The Problem:-
"In chess, a rook attacks any piece in the same row or column as the rook, provided no other piece is between them. In how many ways can $8$ rooks be placed on a $[8\times8]$ chessboard so that no two attack each other? What about $8$ rooks on a $10\times10$ board?"
I believe I have an answer for the first part of the question. When placing the first rook, there are 8 places on any particular column (or row) to place the rook, leaving just 7 places on a different column (or row) for the next rook, and so on, providing 8! possible ways to place the rooks in such a way that they cannot attack each other ($P(8,8) = 8!/(8-8)! = 8!$).
However, I am not sure I fully understand how this would work for a board where there are more rows and columns than pieces (such as on a 10×10 board).
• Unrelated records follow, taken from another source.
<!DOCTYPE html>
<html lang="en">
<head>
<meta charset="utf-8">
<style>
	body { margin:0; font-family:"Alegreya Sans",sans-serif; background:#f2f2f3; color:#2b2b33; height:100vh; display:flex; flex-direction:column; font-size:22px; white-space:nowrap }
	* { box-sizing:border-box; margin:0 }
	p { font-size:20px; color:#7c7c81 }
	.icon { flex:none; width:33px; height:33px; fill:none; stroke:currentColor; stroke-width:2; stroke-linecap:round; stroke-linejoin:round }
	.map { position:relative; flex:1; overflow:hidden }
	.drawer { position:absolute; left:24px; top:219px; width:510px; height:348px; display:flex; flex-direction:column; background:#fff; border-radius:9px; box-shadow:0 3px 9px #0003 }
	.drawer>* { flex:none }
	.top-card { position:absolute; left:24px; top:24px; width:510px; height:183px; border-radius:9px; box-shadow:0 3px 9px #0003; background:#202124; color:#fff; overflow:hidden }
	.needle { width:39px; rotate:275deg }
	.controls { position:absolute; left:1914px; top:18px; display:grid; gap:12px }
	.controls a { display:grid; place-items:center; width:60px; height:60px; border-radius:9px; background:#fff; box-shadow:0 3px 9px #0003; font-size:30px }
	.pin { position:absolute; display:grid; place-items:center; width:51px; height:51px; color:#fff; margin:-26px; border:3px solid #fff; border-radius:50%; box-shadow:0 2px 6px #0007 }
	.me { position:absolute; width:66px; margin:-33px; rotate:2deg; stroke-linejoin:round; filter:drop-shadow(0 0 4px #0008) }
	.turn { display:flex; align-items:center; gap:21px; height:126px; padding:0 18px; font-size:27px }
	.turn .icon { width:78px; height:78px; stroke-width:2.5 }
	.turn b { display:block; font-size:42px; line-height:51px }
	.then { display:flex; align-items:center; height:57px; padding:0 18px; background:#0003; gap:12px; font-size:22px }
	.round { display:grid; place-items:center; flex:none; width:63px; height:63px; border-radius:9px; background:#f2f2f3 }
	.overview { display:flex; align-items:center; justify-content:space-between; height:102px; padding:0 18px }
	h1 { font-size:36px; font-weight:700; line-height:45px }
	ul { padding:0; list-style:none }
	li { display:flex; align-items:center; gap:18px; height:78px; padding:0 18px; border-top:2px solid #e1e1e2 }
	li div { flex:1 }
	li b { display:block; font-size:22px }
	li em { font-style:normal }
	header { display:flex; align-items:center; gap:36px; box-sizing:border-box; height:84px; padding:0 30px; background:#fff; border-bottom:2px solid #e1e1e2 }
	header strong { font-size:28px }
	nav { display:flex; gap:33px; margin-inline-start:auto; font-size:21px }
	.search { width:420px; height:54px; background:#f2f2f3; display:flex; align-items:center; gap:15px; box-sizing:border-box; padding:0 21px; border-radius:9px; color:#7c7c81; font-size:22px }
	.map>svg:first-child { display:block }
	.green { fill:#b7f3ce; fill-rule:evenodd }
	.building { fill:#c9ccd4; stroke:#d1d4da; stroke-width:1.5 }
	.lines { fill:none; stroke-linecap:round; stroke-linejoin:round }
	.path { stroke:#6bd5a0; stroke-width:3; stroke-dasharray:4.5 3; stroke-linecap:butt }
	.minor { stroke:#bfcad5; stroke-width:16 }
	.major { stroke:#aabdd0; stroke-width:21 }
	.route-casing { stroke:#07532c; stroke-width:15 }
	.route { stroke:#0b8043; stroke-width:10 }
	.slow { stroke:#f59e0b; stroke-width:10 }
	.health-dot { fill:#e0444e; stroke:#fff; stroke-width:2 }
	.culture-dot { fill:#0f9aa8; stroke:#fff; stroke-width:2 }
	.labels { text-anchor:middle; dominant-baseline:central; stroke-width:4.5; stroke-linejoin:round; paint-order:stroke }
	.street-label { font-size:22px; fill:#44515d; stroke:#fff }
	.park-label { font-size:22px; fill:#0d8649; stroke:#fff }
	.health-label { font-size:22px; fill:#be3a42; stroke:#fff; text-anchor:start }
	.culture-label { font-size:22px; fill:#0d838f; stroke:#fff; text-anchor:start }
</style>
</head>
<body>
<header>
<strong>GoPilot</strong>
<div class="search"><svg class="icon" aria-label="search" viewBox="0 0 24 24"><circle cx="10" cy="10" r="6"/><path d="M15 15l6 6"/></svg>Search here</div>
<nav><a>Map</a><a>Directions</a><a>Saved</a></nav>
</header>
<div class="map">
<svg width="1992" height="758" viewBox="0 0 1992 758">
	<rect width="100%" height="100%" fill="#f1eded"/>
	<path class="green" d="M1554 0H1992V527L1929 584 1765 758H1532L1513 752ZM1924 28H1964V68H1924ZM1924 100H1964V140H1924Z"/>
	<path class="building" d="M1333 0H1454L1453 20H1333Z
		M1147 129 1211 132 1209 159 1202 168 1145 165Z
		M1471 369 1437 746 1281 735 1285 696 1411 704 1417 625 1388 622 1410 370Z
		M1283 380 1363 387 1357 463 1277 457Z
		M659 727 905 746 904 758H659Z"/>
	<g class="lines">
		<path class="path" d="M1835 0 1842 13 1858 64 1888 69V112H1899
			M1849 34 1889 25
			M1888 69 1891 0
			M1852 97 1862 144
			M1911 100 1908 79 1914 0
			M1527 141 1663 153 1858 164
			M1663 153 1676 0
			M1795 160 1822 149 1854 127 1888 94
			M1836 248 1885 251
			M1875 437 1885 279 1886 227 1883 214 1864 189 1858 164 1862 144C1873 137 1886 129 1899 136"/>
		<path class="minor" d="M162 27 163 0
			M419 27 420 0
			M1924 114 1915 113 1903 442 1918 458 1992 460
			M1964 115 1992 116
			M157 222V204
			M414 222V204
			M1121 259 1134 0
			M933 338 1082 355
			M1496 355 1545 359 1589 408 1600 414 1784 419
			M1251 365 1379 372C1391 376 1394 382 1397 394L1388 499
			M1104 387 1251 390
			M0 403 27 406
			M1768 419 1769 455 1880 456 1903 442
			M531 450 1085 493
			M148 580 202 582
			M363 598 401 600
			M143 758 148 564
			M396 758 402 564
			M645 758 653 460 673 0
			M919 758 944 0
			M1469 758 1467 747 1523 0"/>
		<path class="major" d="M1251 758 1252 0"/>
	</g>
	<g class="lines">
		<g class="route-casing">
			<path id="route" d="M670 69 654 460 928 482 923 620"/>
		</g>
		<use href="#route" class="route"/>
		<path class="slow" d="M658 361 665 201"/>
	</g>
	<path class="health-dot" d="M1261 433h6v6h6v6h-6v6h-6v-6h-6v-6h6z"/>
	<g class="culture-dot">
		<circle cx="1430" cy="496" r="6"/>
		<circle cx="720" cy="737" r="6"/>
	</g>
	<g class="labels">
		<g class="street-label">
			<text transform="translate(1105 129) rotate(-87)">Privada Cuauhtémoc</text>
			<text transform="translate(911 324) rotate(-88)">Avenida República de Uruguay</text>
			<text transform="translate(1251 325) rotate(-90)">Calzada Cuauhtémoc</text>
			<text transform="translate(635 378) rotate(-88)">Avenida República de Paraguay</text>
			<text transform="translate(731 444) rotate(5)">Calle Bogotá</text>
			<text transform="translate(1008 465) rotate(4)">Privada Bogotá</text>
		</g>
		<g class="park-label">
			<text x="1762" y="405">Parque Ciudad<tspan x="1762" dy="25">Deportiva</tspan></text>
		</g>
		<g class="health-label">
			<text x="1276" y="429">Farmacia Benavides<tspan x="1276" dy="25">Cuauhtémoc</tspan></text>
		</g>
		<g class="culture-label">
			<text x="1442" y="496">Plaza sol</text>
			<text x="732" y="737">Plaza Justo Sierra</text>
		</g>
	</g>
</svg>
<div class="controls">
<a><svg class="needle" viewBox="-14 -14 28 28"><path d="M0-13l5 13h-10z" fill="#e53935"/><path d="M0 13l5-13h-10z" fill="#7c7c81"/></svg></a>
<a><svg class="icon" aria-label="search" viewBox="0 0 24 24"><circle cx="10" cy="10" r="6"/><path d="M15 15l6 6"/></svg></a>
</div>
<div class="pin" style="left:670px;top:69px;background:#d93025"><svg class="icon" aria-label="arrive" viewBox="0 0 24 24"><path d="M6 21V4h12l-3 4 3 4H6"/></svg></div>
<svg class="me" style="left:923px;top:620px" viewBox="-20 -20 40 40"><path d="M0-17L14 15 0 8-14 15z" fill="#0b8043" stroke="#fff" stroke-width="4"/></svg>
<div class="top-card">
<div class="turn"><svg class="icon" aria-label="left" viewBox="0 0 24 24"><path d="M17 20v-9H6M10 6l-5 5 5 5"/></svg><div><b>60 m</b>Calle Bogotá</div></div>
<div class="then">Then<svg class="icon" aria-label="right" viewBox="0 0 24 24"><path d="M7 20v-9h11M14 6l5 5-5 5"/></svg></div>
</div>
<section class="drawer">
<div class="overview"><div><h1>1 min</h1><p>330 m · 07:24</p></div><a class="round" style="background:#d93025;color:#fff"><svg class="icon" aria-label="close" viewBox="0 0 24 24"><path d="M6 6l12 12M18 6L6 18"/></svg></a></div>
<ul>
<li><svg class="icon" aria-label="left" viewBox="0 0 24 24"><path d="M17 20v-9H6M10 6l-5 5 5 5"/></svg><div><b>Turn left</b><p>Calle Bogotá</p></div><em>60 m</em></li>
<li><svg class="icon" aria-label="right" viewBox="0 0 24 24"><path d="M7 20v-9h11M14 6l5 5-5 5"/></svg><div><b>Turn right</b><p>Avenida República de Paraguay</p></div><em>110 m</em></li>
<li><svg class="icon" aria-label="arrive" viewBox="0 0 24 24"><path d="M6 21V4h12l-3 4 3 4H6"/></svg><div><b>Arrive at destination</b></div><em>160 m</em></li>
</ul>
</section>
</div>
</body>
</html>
Does it become $P(10,8) = 10!/(10-8)! = 10!/2$ ? If so, why? If not, how should I approach this problem?
This problem was found in "Introduction to Combinatorics and Graph Theory" by David Guichard.
Best Answer
So for the first question you need to place a rook in each column. The rook in the first column can go in $8$ places, the rook in the second column then has $7$ possible rows etc.
In the second part, you need first to choose the $8$ columns out of the $10$ available, and then place a rook in each of the columns. If once again you move from left to right, counting the number of possibilities, you should be fine.
Rather than talking about "any particular" column or row, you should make a habit of defining the scheme more closely (the first, second rather than "any" etc). This will help to avoid a great deal of confusion and can also highlight any double-counting.